Exercise aim:
Across the whole listing, copy out every line that includes the string "проспект".

Raw data:

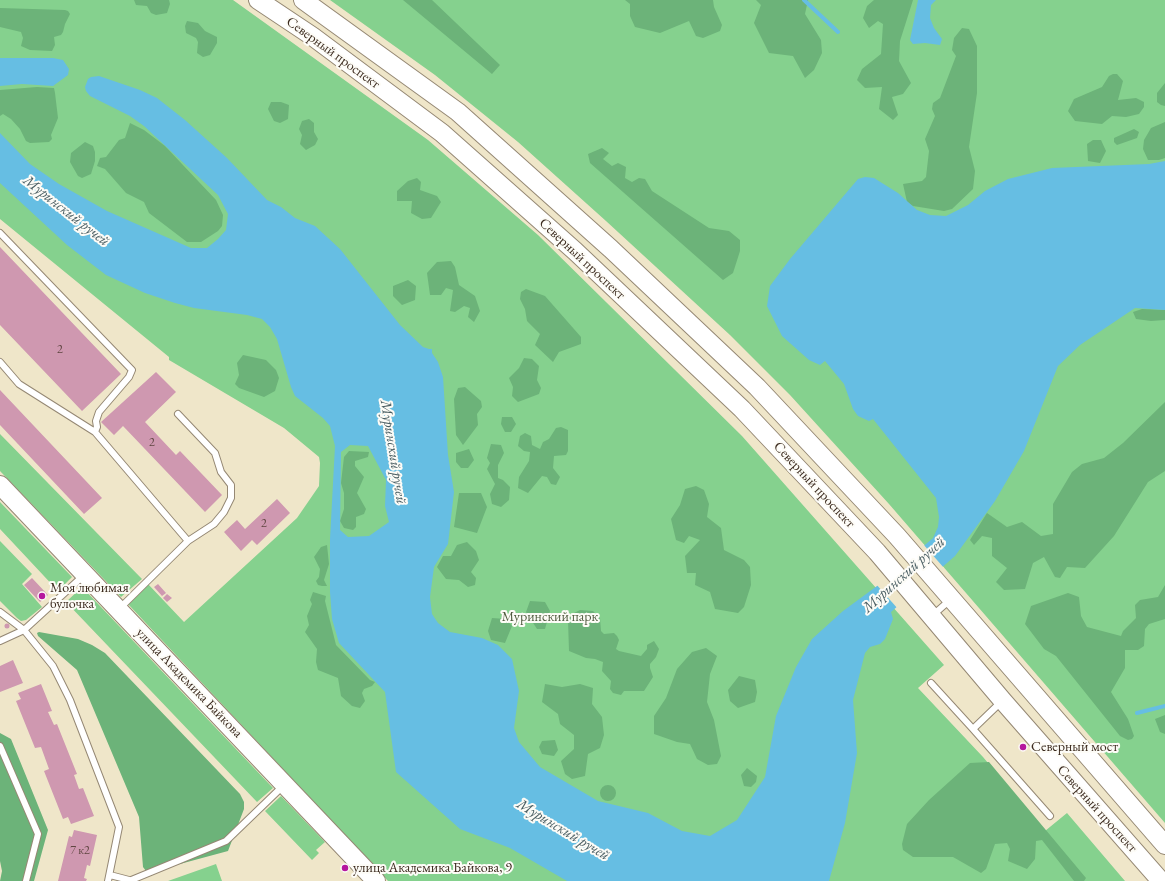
<!DOCTYPE html>
<html>
<head>
<meta charset="utf-8">
<style>
  body { margin:0 }
  canvas { display:block; background:#efe6c9 }
</style>
</head>
<body>
<canvas width="1165" height="881"></canvas>
<script>
const g = document.querySelector('canvas').getContext('2d');
g.lineJoin = 'round';
function paint(path, color) { g.fillStyle = color; g.fill(path, 'evenodd'); }
const toPath = rows => new Path2D(rows.map(r => 'M' + r).join(''));
function trace(path, color, width, dash) { g.strokeStyle = color; g.lineWidth = width; g.lineCap = dash ? 'butt' : 'round'; g.setLineDash(dash || []); g.stroke(path); }
function label(font, color, halo, rows, align = 'center') {
  g.font = font + ' "EB Garamond",serif'; g.lineWidth = 4; g.setLineDash([]); g.textBaseline = 'middle'; g.strokeStyle = halo; g.fillStyle = color; for (const [text, x, y, turn = 0] of rows) {
    g.save(); g.translate(x, y); g.rotate((+turn || 0) * Math.PI / 180); g.textAlign = isNaN(turn) ? turn : align; if (halo) g.strokeText(text, 0, 0); g.fillText(text, 0, 0); g.restore();
  }
}
paint(toPath([
  [0,0,233,0,428,140,538,235,742,436,944,665,918,688,983,757,1045,831,1067,813,1125,881,388,881,128,604,148,584,184,622,297,518,319,486,320,463,319,457,284,428,169,360,169,357,0,219],
  [330,0,1165,0,1165,823,889,504,790,395,730,335,606,221,518,142,435,75],
  [0,434,142,579,121,597,0,471],
  [0,502,72,577,58,591,0,529],
  [0,541,32,574,22,584,42,607,26,620,21,621,17,618,0,601],
  [82,587,273,788,257,802,66,602],
  [281,796,325,842,316,850,319,853,312,860,265,811],
  [216,864,222,881,168,881]
]), '#85d18e');
paint(toPath([
  [134,0,169,0,170,4,167,13,156,15,151,13,147,6,136,5],
  [403,0,432,0,500,65,492,74],
  [625,0,713,0,714,7,722,25,720,31,703,38,696,36,689,21,660,33,635,27,630,16,630,4],
  [756,0,808,0,805,14,821,40,822,53,814,70,805,78,793,56,769,53,754,23,761,5],
  [874,0,913,0,900,41,899,61,911,83,903,94,892,97,898,115,893,120,879,109,882,87,865,88,857,80,862,69,881,54,883,24,878,21,869,28,863,18,867,6],
  [0,8,65,10,68,11,70,14,65,24,63,32,61,35,54,37,55,45,52,51,30,50,21,46,23,38,21,32,0,27],
  [187,21,198,23,205,31,217,37,217,43,210,55,203,57,197,53,198,42,196,38,186,33,185,26],
  [962,28,969,29,977,46,977,93,969,147,975,171,973,189,952,209,944,211,913,206,907,202,903,184,922,181,926,177,929,151,925,139,935,116,932,109,933,103,940,98,956,56,952,50,954,38],
  [1113,74,1117,74,1123,81,1118,100,1136,98,1144,102,1144,107,1139,114,1126,117,1112,116,1102,124,1075,121,1068,111,1074,99,1102,87,1109,76],
  [1165,83,1165,106,1161,105,1157,102,1157,93],
  [37,87,54,88,55,93,58,118,51,135,52,139,49,142,30,143,26,141,20,129,11,119,3,114,0,116,0,90],
  [271,102,281,102,289,105,288,119,280,123,274,121,268,109],
  [309,119,314,123,314,132,318,139,315,145,306,150,300,144,302,135,299,129,302,121],
  [1165,122,1165,158,1159,160,1148,160,1143,149,1144,140,1151,128],
  [130,123,144,130,165,146,216,200,223,215,222,226,218,231,201,242,187,242,149,213,144,202,126,193,105,169,97,166,100,158,106,157,119,140,125,138],
  [1134,129,1139,132,1137,138,1117,145,1114,142,1114,138],
  [1093,140,1101,140,1106,151,1100,163,1088,161,1087,144],
  [85,142,93,146,95,152,95,161,91,174,82,178,78,176,70,162,71,153],
  [602,148,609,153,603,159,612,166,618,163,626,167,625,178,632,182,639,178,645,179,652,191,709,228,729,231,740,240,740,251,733,273,723,280,590,163,588,154],
  [417,178,421,182,420,190,437,196,441,202,431,218,422,219,411,213,412,201,397,201,397,191,408,181],
  [451,261,455,267,459,285,475,296,480,311,474,322,468,317,470,308,464,306,455,312,450,311,453,290,446,288,441,295,430,295,427,273,437,262],
  [408,280,416,286,415,300,402,305,393,296,393,286],
  [526,289,545,296,581,337,581,344,559,352,553,362,535,345,540,334,527,321,525,309,520,299,521,292],
  [1142,309,1165,310,1165,320,1151,321,1136,319,1133,312],
  [243,355,266,360,276,370,279,378,275,391,264,397,239,388,235,384,239,375,237,363],
  [524,358,532,359,539,366,537,380,541,388,539,394,518,402,512,396,513,387,509,378,519,368],
  [465,387,481,401,482,407,477,414,478,425,463,445,456,435,454,399,458,388],
  [1165,402,1165,471,1148,482,1114,536,1085,568,1067,567,1060,578,1055,577,1044,557,1033,563,1025,589,1004,590,996,582,1007,568,992,556,992,538,982,536,974,545,970,540,987,513,1007,527,1022,522,1041,536,1053,534,1053,504,1072,472,1082,464,1104,458,1123,443],
  [502,417,512,417,516,424,511,432,505,432,501,424],
  [561,427,568,430,568,451,566,455,554,456,553,468,560,477,556,485,551,484,547,477,542,476,528,493,518,488,519,477,529,461,530,452,524,451,518,446,520,436,525,433,531,436,532,445,540,449,543,442,549,439,556,428],
  [491,444,501,445,504,453,498,465,498,478,503,480,510,487,509,500,501,507,492,504,490,494,495,484,487,469,490,463,487,458],
  [469,449,474,460,468,468,461,468,456,462,456,453],
  [349,451,369,452,368,457,355,461,355,466,364,477,357,493,366,509,364,514,356,517,356,527,353,530,344,528,340,521,344,509,344,493,341,483,344,457],
  [696,486,704,490,709,504,707,517,721,528,724,550,744,560,750,567,751,585,744,607,738,613,715,609,710,592,695,585,696,573,687,573,685,556,700,540,689,536,684,543,676,540,671,519,680,505,685,489],
  [459,493,481,493,487,507,477,533,454,527],
  [467,542,476,551,479,560,471,572,476,578,475,585,468,587,459,580,446,579,437,567,443,556,451,556,457,545],
  [327,545,329,564,324,580,327,586,322,586,318,585,316,581,319,577,320,569,314,557,321,547],
  [1165,585,1165,619,1149,624,1145,629,1144,646,1138,650,1125,650,1125,668,1111,692,1128,719,1134,736,1132,739,1128,740,1120,736,1056,656,1044,649,1025,624,1031,606,1068,593,1079,597,1081,616,1087,627,1121,636,1123,631,1136,618,1135,605,1140,600,1158,597],
  [313,592,326,596,325,601,336,645,370,680,375,682,372,686,364,689,362,693,365,701,360,708,352,706,341,696,338,678,318,670,316,662,317,649,305,632,309,625,307,616,312,604,310,600],
  [530,601,545,602,550,611,545,629,537,629,526,612],
  [580,610,593,611,600,618,601,631,604,634,614,633,617,636,619,640,616,649,619,651,641,656,647,649,647,645,654,641,659,649,656,657,650,664,650,668,653,677,644,691,624,691,621,695,613,693,610,689,611,681,602,671,603,662,595,659,586,658,569,651,568,620,570,615],
  [492,618,506,619,512,626,505,643,491,640,488,631],
  [39,632,78,639,92,645,105,653,240,794,244,802,244,809,228,851,154,871,146,871,143,867,139,817,77,670,38,636,37,633],
  [706,648,717,656,710,674,707,702,714,720,721,756,717,764,708,765,697,759,690,744,677,742,654,734,654,716,666,698,677,669,692,652],
  [739,676,755,680,757,692,755,702,738,708,730,701,728,690],
  [545,684,562,687,580,684,593,688,592,704,602,717,604,735,600,748,588,754,585,776,572,779,565,774,561,761,574,749,574,735,560,724,558,714,542,702],
  [1165,715,1165,734,1160,732,1155,719],
  [0,733,11,739,48,830,34,881,0,881,2,871,0,861],
  [555,740,558,750,554,756,542,754,539,747,542,741],
  [989,762,1086,878,1084,881,1074,881,1042,840,1036,841,1035,859,1027,869,1008,861,1010,849,1007,843,995,844,986,869,981,873,953,857,913,857,903,850,902,844,907,824,929,800,970,763],
  [747,768,757,776,756,782,751,787,744,786,741,775],
  '600 793a8 8 0 1 1 16 0a8 8 0 1 1-16 0Z'
]), '#6cb379');
paint(toPath([
  [918,0,936,0,931,5,930,18,934,28,942,39,940,45,925,43,913,44,910,40],
  [0,58,53,58,63,60,69,69,68,75,53,86,22,84,0,86],
  [99,76,140,90,157,98,185,120,227,158,267,200,281,207,295,218,315,226,340,249,400,325,423,347,429,349,432,349,432,353,438,362,443,377,448,455,454,492,448,544,434,567,430,597,432,614,438,623,450,632,482,638,498,645,512,659,519,691,514,728,519,742,540,767,598,801,648,813,682,831,710,836,737,820,765,777,776,716,796,667,812,639,843,611,877,586,933,538,938,527,939,517,936,498,873,419,869,421,858,416,853,409,844,384,825,361,820,365,809,360,782,336,767,306,770,286,790,259,858,179,865,177,874,178,898,193,917,210,930,215,946,216,968,205,985,191,1008,179,1052,168,1149,164,1165,161,1165,310,1135,308,1080,345,1058,366,1024,451,995,501,955,556,891,612,893,619,885,639,880,644,870,647,865,653,853,700,857,753,845,823,829,881,567,881,510,848,460,829,396,772,385,692,339,643,332,619,330,592,330,539,335,446,330,426,323,418,295,396,291,387,277,339,270,327,262,319,247,315,194,308,175,303,145,293,106,275,67,245,0,183,0,133,30,164,59,184,107,211,191,248,207,248,218,239,226,230,228,214,218,195,144,126,130,116,90,96,86,91,85,87,88,79,91,77],
  [350,445,368,446,386,480,385,506,389,522,369,536,348,537,340,530,341,452]
]), '#66bee3');
paint(toPath([
  [923,544,944,568,898,609,876,584]
]), '#efe6c9');
trace(toPath([
  [804,0,838,32],
  [1137,713,1165,706]
]), '#66bee3', 4);
paint(toPath([
  [0,247,121,374,82,411,0,325],
  [156,372,176,392,145,422,176,455,180,451,222,495,205,512,123,426,114,435,101,422],
  [0,390,102,498,84,514,0,425],
  [277,499,290,513,257,545,252,540,241,551,224,532,237,520,245,529],
  [32,578,48,595,40,602,24,585],
  [158,584,166,593,162,596,154,587],
  [167,594,172,598,167,602,163,598],
  '4.5 626a2.5 2.5 0 1 1 5 0a2.5 2.5 0 1 1-5 0Z',
  [13,660,23,683,0,692,0,666],
  [41,684,52,711,48,712,54,725,57,724,77,774,74,775,79,789,83,788,94,816,71,824,68,817,63,819,44,771,49,769,41,747,35,748,16,701,21,699,18,693],
  [74,830,97,835,90,866,87,865,84,878,87,879,86,881,58,881,69,836,72,837]
]), '#cf98b0');
const lane = toPath([
  [0,233,132,370,129,377,99,412,96,421,97,427,95,432],
  [0,362,19,384,95,432,188,541],
  [119,609,188,541,214,524,224,512,231,498,231,485,221,472,215,453,178,414],
  [0,612,24,630,53,666,70,700,119,827,108,881],
  [933,615,950,600],
  [0,641,24,630,83,576],
  [931,683,973,729],
  [1001,702,973,729,1050,816],
  [0,746,38,834,26,881],
  [110,875,129,880],
  [129,881,226,841,283,786]
]);
const secondary = toPath([
  [258,0,312,36,442,133,575,251,742,409,877,552,1003,701,1161,881],
  [303,0,458,112,611,249,757,387,897,536,1165,845],
  [0,485,376,881]
]);
trace(lane, '#958874', 8);
trace(secondary, '#958874', 20);
trace(lane, '#fff', 6);
trace(secondary, '#fff', 18);
for (const [x, y, r, color] of [
  [42,596,4,"#b5179e"],
  [1023,747,4,"#b5179e"],
  [345,868,4,"#b5179e"]
]) { const dot = new Path2D(); dot.arc(x, y, r, 0, 2 * Math.PI); g.fillStyle = color; g.fill(dot); trace(dot, '#fdfcf7', 1.5); }
label('12px', '#604642', null, [
  ["2",60,350],
  ["2",152,443],
  ["2",264,524],
  ["7 к2",80,851]
]);
label('14px', '#3b2a1e', '#fdfcf7', [
  ["Северный проспект",333,53,36],
  ["Северный проспект",582,259,43],
  ["Северный проспект",814,485,47],
  ["улица Академика Байкова",189,683,46],
  ["Северный проспект",1097,809,48]
]);
label('14px', '#3b2a1e', '#fdfcf7', [
  ["Моя любимая",50,588],
  ["булочка",50,604],
  ["Северный мост",1031,747],
  ["улица Академика Байкова, 9",353,868]
], 'left');
label('14px', '#515c40', '#fdfcf7', [
  ["Муринский парк",550,617]
]);
label('italic 15px', '#4a5e63', '#fdfcf7', [
  ["Муринский ручей",66,211,38],
  ["Муринский ручей",393,452,81],
  ["Муринский ручей",904,575,-42],
  ["Муринский ручей",563,830,31]
]);
</script>
</body>
</html>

Response for this exercise:
  ["Северный проспект",333,53,36],
  ["Северный проспект",582,259,43],
  ["Северный проспект",814,485,47],
  ["Северный проспект",1097,809,48]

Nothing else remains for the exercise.